[Task material — start]
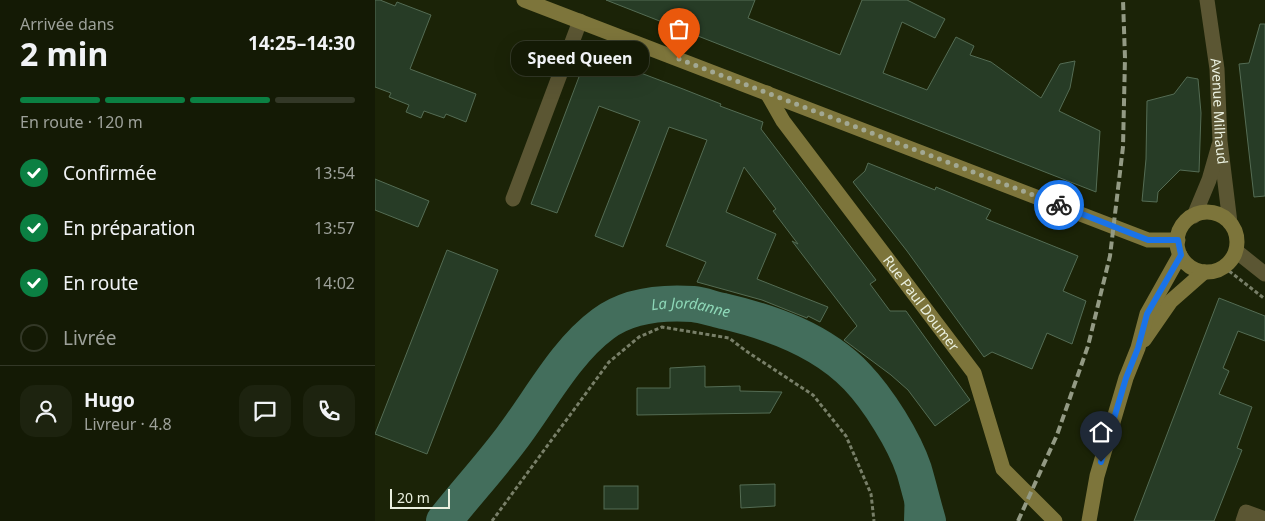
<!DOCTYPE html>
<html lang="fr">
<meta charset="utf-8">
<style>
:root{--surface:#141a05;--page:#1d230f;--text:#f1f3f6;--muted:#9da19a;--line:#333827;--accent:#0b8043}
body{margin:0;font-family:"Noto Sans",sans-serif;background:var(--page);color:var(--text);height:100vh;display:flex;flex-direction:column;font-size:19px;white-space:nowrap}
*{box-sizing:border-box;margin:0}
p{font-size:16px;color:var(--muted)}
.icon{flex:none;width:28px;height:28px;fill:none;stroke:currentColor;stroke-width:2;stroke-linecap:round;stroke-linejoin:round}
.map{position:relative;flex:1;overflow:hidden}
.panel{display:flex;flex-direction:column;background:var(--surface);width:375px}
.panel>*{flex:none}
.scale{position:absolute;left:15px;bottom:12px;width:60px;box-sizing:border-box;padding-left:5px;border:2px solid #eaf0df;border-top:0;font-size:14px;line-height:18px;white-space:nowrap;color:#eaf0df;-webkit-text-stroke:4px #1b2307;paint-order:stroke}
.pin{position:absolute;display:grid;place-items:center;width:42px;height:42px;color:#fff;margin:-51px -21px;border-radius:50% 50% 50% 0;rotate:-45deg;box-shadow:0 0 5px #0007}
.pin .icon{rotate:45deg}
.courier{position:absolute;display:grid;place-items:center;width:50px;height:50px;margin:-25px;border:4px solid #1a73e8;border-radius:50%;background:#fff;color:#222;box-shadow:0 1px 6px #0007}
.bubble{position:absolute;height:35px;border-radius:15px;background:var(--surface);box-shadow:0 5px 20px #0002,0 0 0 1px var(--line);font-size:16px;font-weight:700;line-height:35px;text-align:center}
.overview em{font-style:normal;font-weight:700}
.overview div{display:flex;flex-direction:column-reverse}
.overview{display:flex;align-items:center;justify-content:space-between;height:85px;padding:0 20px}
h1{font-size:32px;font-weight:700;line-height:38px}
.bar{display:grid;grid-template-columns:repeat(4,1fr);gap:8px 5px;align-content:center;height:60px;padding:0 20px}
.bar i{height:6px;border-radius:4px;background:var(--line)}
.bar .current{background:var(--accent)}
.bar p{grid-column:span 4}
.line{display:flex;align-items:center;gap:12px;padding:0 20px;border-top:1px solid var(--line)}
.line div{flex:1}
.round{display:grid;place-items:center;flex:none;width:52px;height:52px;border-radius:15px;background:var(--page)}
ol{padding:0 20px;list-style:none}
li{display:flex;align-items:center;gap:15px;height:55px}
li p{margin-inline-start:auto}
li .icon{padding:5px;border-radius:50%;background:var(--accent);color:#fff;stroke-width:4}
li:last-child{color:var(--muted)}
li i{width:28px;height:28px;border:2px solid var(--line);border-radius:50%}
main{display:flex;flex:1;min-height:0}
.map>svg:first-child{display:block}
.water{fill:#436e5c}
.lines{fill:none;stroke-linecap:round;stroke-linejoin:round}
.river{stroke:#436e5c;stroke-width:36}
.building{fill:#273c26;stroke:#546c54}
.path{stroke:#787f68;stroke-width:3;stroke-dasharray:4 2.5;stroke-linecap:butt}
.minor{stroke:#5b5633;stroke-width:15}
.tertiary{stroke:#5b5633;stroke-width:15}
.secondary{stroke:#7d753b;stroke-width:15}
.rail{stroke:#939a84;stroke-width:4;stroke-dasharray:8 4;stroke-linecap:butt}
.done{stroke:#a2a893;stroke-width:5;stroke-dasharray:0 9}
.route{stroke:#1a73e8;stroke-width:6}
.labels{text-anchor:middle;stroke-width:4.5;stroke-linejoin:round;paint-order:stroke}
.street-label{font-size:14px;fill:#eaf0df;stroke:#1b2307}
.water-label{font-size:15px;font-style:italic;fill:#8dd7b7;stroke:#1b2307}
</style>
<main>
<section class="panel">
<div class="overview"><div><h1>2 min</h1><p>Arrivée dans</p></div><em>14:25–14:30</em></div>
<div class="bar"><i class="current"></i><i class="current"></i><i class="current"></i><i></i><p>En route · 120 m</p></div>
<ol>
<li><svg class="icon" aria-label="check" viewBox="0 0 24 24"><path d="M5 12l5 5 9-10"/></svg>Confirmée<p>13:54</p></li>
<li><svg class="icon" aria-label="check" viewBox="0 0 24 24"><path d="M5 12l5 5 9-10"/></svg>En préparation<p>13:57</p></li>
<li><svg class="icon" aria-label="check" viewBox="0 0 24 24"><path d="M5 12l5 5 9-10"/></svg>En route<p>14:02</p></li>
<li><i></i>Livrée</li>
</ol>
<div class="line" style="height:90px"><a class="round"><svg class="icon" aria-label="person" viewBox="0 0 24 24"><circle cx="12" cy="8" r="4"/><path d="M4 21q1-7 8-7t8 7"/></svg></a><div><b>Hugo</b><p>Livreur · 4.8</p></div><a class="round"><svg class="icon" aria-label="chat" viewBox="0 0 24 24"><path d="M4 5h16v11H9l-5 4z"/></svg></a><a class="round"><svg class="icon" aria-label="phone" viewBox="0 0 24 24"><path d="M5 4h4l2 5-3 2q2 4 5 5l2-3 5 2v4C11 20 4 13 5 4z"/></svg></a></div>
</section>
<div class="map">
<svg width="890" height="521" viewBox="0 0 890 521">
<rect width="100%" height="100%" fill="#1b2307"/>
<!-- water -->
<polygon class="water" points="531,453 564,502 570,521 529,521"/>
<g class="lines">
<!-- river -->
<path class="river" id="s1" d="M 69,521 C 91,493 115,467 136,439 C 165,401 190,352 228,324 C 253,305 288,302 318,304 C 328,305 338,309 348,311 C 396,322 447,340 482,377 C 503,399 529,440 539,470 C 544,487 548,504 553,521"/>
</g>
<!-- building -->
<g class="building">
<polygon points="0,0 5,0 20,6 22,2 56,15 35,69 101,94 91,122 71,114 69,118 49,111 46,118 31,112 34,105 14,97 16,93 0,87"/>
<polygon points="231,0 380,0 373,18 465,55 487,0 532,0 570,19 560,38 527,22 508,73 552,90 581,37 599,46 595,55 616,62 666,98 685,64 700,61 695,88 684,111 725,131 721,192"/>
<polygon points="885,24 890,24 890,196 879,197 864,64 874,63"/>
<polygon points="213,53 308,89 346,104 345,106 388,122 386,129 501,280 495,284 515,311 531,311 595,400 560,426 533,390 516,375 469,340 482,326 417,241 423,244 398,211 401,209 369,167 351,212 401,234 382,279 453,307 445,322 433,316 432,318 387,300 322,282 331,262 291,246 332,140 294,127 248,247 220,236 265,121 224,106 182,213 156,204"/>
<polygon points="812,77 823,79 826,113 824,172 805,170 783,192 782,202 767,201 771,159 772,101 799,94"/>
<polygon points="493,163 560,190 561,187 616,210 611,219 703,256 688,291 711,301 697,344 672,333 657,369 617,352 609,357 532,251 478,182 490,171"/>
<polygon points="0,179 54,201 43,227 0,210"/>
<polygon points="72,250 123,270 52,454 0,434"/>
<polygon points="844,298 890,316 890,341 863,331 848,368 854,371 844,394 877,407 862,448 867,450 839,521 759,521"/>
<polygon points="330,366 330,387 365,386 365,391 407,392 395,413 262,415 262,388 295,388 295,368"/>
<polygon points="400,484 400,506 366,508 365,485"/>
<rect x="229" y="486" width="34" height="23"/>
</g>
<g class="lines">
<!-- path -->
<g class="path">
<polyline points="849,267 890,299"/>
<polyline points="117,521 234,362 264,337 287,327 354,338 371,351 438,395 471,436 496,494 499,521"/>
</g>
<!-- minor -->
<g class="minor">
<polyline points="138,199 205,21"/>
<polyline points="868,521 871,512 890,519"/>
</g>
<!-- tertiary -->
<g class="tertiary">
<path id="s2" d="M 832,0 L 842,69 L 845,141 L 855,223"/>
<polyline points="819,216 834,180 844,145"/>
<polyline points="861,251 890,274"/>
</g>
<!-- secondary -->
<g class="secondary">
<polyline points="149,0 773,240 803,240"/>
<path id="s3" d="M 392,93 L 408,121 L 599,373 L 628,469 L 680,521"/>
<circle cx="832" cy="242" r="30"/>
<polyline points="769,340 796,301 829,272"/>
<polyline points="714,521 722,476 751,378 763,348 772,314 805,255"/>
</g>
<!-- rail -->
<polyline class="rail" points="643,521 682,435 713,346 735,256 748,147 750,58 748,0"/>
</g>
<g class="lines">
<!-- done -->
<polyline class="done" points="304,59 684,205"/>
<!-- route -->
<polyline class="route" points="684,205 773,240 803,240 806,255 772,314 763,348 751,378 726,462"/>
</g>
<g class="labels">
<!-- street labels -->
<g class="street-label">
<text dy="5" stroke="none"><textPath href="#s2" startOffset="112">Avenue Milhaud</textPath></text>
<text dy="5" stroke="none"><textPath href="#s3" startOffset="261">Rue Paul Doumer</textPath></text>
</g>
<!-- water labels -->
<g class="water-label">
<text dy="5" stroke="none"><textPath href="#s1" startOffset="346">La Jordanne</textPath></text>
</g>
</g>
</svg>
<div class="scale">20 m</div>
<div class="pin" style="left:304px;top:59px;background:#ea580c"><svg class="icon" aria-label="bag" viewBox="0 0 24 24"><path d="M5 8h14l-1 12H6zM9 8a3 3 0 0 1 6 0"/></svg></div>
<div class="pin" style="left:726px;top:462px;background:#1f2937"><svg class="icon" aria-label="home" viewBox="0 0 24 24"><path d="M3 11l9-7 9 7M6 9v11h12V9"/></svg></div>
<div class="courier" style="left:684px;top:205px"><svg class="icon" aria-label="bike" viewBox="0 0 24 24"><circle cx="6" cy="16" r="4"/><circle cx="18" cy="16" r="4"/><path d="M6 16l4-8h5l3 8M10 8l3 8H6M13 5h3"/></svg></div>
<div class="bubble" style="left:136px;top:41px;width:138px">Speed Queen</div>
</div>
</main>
[Task material — finish]
Activity »
Pull every line with the word "overview" from the data.

Exercise result »
.overview em{font-style:normal;font-weight:700}
.overview div{display:flex;flex-direction:column-reverse}
.overview{display:flex;align-items:center;justify-content:space-between;height:85px;padding:0 20px}
<div class="overview"><div><h1>2 min</h1><p>Arrivée dans</p></div><em>14:25–14:30</em></div>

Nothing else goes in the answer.